During November, there were little territorial changes due to the muddy terrain, although fierce battles raged every day. Much of the Russian defense line in northern Luhansk oblast became staffed with newly-mobilized Russian reservists throughout the month.

On the night of 2 November, Ukrainian sources claimed to have destroyed an entire Russian battalion near the town of Makiivka, in Svatove Raion. According to a Russian survivor of the attack, out of the 570 soldiers in his unit, 29 survived, 12 were wounded, while the other 529 men had been killed.

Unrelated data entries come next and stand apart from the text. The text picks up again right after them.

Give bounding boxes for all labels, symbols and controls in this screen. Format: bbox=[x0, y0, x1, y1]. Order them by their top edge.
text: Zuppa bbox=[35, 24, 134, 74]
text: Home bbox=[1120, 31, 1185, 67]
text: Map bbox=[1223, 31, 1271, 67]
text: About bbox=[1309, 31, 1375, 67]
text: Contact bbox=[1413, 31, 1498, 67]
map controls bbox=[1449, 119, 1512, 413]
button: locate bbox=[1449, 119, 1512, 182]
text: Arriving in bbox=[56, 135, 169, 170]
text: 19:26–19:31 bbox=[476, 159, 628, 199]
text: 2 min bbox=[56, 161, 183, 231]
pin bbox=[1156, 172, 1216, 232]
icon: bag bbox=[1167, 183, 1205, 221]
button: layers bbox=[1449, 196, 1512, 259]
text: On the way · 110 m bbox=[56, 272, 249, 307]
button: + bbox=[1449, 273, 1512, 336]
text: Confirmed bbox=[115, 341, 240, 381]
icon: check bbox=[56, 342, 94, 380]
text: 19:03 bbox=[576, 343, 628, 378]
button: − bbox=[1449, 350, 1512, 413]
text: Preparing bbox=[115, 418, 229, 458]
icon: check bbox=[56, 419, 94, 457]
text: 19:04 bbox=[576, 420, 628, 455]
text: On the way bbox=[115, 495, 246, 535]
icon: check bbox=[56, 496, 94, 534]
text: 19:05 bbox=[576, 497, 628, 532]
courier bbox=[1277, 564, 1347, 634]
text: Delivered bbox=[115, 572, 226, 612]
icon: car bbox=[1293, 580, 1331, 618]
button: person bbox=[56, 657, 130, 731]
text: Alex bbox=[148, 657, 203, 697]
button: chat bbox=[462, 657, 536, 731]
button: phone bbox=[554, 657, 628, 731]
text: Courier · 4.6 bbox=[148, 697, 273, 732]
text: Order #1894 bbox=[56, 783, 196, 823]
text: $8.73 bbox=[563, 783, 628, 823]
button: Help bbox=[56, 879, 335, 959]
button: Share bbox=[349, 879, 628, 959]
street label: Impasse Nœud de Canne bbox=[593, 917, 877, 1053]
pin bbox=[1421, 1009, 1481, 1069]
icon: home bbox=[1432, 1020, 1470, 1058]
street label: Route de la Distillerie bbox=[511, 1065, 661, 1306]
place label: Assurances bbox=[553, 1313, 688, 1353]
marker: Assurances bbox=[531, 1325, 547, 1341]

Furthermore, some Russian sources claimed that the unit to which the battalion belonged, the 362nd Motorized Rifle Regiment, lost 2,500 men killed in just 12 days at a position near Svatove, and only had 100 men left to man the defense line. The same source also claimed that 300 Russian wounded who attempted to crawl back to their positions were treated as “deserters”, although neither of these reports could be independently verified at the time.

On 18 November, an incident occurred when 12 surrendering Russian soldiers were killed by Ukrainian forces. The Ukrainians claimed that the Russians had committed an act of perfidy firing at them while surrendering, but the Russians deny this. In early December, Ukrainian forces broke through Russian lines around Chervonopopivka, with fighting mostly centered west of the R-66 highway connecting Kreminna and Svatove. By early December, Ukraine had advanced to the hills west of Chervonopopivka.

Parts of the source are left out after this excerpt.